Let's look at another example, which was given by François Chollet, a famous AI Researcher.

## The Monty Hall Problem

![Screenshot 2024-07-08 at 17.27.55.png](attachment:c49a902e-549e-47c6-a34c-0020e987b071.png)

This example was generated in July 2024 with ChatGPT 3.5. It is obviously totally wrong. If you blindly follow this advice you might simply lose a car that you have virtually already won! The reason for this wrong answer is that this problem, called "The Monty Hall Problem", is a famous one and is typically formulated slightly differently. The answer to this famous problem is "yes", switching is the best strategy.

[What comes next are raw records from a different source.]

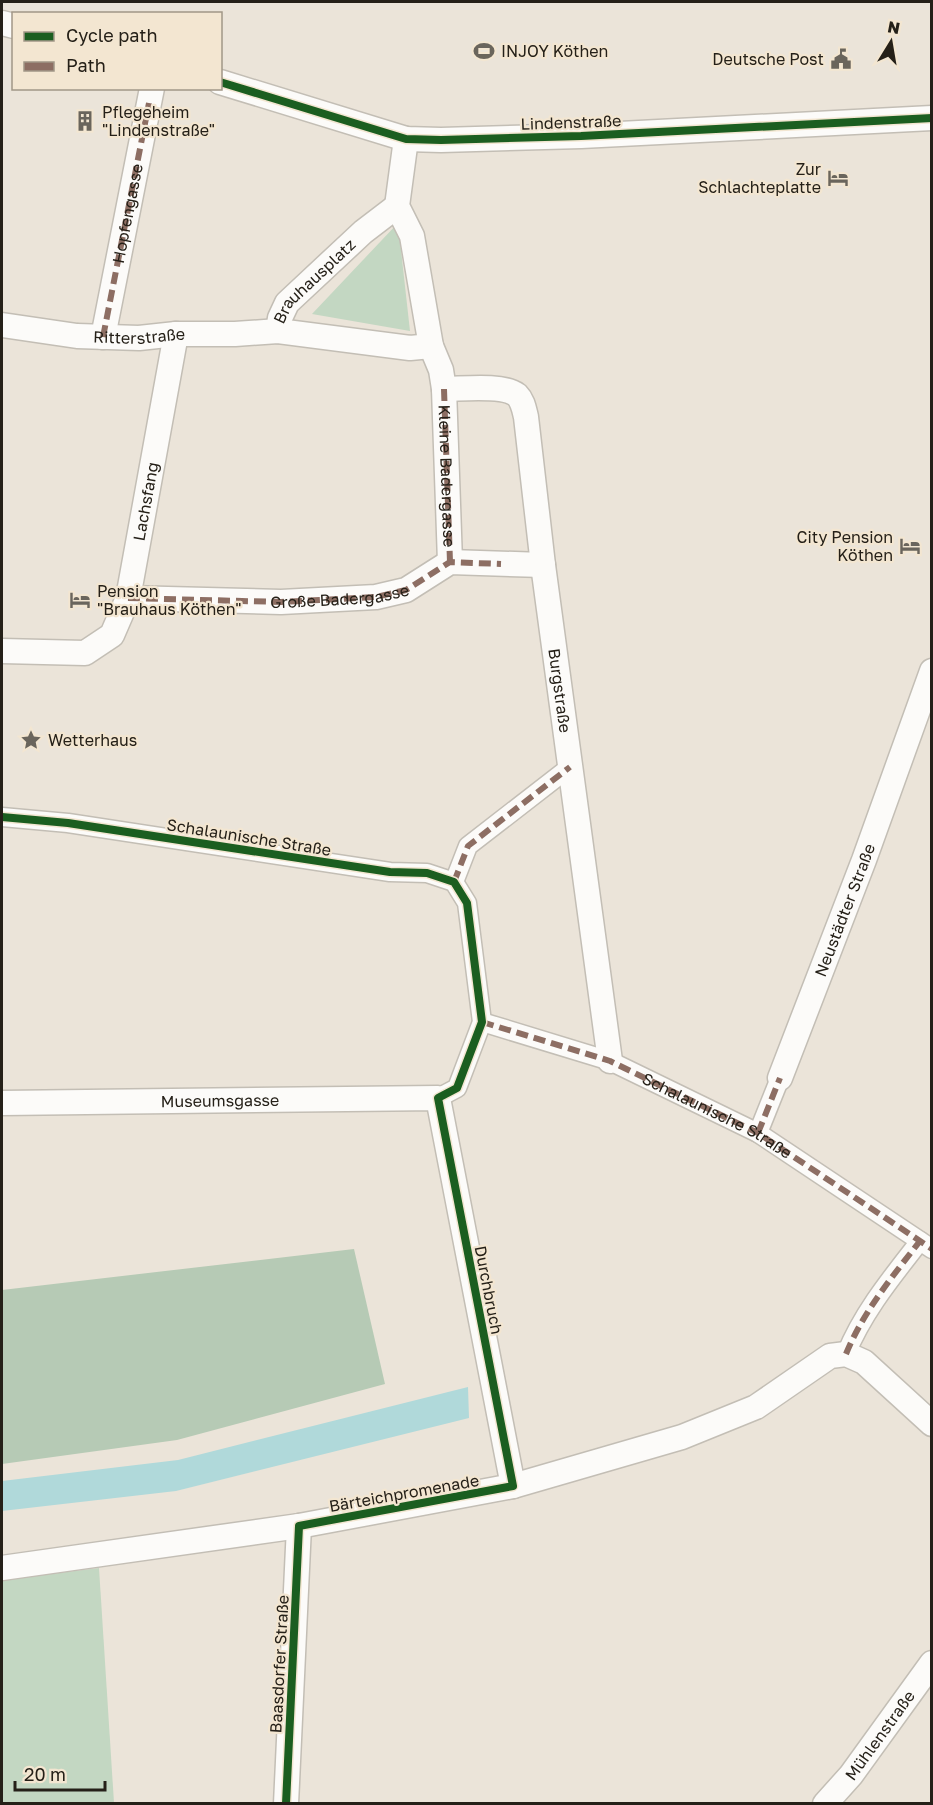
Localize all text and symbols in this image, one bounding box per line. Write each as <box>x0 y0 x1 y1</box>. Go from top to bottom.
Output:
legend <box>12 12 222 90</box>
north arrow <box>861 12 921 72</box>
text: N <box>886 16 902 38</box>
text: Cycle path <box>66 24 158 46</box>
sports icon: INJOY Köthen <box>472 39 496 63</box>
place label: INJOY Köthen <box>501 41 608 61</box>
public building icon: Deutsche Post <box>829 47 853 71</box>
place label: Deutsche Post <box>712 49 824 69</box>
text: Path <box>66 54 106 76</box>
place label: Pflegeheim "Lindenstraße" <box>102 102 215 140</box>
building icon: Pflegeheim "Lindenstraße" <box>73 109 97 133</box>
street label: Lindenstraße <box>520 110 622 134</box>
place label: Zur Schlachteplatte <box>698 159 821 197</box>
street label: Hopfengasse <box>108 162 147 265</box>
hotel icon: Zur Schlachteplatte <box>826 166 850 190</box>
street label: Brauhausplatz <box>269 234 360 327</box>
street label: Ritterstraße <box>93 324 185 348</box>
street label: Kleine Badergasse <box>435 404 459 548</box>
street label: Lachsfang <box>129 460 163 542</box>
place label: City Pension Köthen <box>797 527 893 565</box>
hotel icon: City Pension Köthen <box>898 534 922 558</box>
street label: Große Badergasse <box>270 580 411 612</box>
place label: Pension "Brauhaus Köthen" <box>97 581 242 619</box>
hotel icon: Pension "Brauhaus Köthen" <box>68 588 92 612</box>
street label: Burgstraße <box>544 647 576 734</box>
place icon: Wetterhaus <box>19 728 43 752</box>
place label: Wetterhaus <box>48 730 137 750</box>
street label: Schalaunische Straße <box>165 814 333 860</box>
street label: Neustädter Straße <box>810 841 879 979</box>
street label: Schalaunische Straße <box>639 1068 796 1163</box>
street label: Museumsgasse <box>161 1090 279 1111</box>
street label: Durchbruch <box>471 1244 507 1336</box>
street label: Bärteichpromenade <box>328 1470 480 1516</box>
street label: Baasdorfer Straße <box>265 1594 293 1734</box>
street label: Mühlenstraße <box>841 1686 919 1784</box>
scale bar <box>15 1754 105 1792</box>
text: 20 m <box>24 1763 66 1785</box>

The Language Model, which has been trained on the web (that contains many times this "slightly different" example), provides the standard answer: "yes", switching is the best strategy.

## Conclusion

In conclusion, I want to highlight the fact that I am not at all saying the Language Models are useless. Language Models are extremely useful for many tasks, and they excel especially at tasks they have been trained on, like information extraction, summarization, writing, and to a certain extent, reasoning (but only on "standard problems").

But it is extremely important to be aware of the (serious) limitations of Language Models, and that you cannot trust blindly their reasoning abilities.

You can only trust their "reasoning abilities" for use cases which are repeated many times on the web, which is the natural training data the Language Models are trained on. You cannot assume that Language Models reason on any type of problem.